* _WORK ORDER_
Whenever a line below holds the word "list", count it; please give only the final number.

Dataset excerpts
= Beginning of Section =

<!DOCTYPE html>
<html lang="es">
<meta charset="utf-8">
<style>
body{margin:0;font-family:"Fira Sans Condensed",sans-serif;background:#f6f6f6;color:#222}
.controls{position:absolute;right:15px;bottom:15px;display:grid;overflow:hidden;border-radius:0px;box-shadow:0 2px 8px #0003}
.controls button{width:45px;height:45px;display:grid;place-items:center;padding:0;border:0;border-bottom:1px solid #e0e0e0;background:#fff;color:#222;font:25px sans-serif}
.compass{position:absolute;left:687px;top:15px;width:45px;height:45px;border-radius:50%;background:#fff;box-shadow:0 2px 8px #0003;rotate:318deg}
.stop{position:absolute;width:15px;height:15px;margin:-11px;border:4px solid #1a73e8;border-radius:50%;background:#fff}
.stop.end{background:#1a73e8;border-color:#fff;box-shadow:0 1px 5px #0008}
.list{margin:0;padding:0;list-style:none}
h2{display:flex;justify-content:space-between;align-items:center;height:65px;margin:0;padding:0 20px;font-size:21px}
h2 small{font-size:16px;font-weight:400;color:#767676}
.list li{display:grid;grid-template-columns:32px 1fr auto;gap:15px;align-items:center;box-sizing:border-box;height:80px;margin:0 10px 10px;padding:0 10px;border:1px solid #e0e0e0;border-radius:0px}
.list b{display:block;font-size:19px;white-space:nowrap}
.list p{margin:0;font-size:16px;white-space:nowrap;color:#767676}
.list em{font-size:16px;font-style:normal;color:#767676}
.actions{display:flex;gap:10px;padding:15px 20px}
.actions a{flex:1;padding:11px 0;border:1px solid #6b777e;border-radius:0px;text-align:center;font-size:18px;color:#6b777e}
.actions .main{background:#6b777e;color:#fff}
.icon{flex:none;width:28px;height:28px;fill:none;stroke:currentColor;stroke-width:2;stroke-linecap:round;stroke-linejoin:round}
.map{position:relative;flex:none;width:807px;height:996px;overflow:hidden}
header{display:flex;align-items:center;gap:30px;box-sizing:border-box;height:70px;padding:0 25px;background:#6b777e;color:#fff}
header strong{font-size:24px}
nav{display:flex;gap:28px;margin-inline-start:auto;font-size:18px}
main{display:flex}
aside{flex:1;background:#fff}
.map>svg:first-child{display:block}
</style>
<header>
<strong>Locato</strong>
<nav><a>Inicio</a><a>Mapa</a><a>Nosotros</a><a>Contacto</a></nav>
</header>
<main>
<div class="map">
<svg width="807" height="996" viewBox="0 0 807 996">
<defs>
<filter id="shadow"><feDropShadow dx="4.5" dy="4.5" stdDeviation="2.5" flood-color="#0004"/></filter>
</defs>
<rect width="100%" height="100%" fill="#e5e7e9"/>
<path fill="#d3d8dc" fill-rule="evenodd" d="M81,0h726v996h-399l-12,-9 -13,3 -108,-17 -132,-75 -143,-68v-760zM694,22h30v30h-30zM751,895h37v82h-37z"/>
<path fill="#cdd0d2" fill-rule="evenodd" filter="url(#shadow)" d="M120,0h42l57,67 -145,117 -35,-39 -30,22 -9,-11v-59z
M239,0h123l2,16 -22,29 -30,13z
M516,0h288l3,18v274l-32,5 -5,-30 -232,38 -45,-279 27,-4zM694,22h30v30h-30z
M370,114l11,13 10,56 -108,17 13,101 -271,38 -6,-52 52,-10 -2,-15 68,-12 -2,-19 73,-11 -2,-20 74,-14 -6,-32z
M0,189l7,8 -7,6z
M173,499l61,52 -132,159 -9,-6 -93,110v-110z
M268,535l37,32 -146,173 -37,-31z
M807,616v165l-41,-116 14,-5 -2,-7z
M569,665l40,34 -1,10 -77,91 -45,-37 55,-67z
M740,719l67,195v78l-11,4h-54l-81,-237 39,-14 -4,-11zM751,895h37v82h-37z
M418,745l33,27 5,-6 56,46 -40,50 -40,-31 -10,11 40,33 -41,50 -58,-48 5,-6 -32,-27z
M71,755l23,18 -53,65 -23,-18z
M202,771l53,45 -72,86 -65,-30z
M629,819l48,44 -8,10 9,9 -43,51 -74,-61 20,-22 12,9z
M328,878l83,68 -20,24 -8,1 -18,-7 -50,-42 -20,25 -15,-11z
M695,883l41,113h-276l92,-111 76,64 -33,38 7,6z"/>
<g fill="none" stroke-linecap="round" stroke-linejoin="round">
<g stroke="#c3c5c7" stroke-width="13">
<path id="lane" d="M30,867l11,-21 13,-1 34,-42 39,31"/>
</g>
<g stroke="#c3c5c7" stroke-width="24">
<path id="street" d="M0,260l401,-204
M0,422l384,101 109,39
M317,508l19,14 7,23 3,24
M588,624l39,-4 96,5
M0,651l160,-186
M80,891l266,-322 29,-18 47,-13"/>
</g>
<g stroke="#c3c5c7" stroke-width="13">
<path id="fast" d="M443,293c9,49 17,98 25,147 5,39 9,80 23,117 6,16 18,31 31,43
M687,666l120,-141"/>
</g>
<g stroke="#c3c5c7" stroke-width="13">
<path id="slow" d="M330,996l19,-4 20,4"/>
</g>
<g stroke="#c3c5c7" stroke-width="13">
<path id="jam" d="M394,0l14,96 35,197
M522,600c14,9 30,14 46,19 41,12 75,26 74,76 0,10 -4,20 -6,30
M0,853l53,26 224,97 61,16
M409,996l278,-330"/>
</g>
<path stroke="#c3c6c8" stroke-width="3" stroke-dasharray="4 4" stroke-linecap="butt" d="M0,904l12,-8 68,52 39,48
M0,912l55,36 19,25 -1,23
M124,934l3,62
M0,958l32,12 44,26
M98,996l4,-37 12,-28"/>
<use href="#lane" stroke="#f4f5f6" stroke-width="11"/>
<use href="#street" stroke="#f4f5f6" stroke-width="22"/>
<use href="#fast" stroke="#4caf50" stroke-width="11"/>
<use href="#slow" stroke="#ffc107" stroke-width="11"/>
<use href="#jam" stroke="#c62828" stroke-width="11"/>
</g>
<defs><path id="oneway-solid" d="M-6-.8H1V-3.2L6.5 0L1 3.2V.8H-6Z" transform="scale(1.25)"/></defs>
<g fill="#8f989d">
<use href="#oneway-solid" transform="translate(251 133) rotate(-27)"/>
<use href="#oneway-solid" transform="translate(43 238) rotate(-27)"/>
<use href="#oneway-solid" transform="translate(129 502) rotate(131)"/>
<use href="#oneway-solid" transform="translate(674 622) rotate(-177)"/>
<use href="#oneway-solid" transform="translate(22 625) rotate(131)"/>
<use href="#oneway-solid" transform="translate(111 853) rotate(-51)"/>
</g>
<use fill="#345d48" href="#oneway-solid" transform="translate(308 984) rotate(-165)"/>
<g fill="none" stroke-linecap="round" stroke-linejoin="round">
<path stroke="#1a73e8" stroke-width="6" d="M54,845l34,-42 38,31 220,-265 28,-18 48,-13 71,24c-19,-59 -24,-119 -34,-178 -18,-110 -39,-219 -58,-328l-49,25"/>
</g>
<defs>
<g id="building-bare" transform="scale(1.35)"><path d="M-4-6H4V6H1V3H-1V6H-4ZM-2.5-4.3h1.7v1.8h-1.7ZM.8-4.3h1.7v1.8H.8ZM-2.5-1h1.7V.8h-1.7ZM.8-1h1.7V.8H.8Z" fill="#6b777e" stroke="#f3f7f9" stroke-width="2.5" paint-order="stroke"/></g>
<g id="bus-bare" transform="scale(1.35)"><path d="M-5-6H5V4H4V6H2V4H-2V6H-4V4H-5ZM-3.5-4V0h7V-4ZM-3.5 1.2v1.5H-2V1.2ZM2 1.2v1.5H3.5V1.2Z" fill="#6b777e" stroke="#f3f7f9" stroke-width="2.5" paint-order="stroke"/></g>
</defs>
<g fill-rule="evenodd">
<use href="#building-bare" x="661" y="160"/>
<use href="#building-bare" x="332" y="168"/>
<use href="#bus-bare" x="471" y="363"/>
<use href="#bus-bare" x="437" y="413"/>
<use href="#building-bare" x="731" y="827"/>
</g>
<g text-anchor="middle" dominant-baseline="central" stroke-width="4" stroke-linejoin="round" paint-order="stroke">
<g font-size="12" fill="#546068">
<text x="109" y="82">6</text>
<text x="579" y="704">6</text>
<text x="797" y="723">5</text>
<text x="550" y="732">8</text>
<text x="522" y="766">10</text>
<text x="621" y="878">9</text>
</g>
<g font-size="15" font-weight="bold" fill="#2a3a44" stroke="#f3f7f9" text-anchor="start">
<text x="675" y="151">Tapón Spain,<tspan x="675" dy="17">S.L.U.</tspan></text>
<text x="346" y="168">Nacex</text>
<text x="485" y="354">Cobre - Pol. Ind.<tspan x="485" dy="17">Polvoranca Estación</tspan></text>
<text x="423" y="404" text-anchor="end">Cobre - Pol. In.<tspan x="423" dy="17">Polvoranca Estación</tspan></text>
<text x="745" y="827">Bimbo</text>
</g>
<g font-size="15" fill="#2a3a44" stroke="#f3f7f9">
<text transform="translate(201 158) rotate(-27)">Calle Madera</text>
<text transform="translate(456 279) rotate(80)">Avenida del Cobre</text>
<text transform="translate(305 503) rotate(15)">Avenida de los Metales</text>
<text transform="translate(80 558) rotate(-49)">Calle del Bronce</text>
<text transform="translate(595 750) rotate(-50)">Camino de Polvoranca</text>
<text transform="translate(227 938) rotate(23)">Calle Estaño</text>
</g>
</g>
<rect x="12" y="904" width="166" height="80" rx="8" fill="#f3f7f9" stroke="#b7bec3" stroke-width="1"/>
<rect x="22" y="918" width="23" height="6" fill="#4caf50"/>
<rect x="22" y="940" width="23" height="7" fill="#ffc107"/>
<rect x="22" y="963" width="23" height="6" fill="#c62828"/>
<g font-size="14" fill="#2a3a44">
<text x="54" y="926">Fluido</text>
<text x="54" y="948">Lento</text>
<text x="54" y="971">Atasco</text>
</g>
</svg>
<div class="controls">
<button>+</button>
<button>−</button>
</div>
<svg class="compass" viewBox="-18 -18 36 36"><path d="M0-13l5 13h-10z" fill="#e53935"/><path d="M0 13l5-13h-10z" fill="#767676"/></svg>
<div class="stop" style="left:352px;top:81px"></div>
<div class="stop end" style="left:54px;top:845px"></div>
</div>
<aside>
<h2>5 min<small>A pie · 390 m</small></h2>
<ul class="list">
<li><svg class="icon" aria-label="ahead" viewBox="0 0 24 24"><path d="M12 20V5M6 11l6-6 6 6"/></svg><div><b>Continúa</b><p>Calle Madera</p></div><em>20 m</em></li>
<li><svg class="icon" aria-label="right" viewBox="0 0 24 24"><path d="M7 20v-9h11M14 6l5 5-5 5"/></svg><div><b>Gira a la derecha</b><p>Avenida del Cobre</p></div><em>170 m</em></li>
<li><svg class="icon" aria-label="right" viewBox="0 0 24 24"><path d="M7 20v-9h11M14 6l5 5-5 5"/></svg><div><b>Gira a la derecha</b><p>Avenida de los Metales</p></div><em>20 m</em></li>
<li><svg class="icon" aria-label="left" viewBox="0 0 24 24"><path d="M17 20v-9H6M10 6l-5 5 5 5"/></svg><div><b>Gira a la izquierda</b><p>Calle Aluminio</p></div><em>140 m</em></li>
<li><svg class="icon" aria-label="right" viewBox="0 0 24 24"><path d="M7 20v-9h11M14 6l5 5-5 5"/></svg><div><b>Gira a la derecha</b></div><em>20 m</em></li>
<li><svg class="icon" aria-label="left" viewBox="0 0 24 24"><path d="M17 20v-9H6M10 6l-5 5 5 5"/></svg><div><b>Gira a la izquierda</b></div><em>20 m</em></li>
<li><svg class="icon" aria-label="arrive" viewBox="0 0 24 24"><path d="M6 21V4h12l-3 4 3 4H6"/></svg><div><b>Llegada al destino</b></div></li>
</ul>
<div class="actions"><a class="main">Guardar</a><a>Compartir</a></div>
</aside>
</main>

= End of Section =

* _SOLUTION TO THE EXERCISE_
6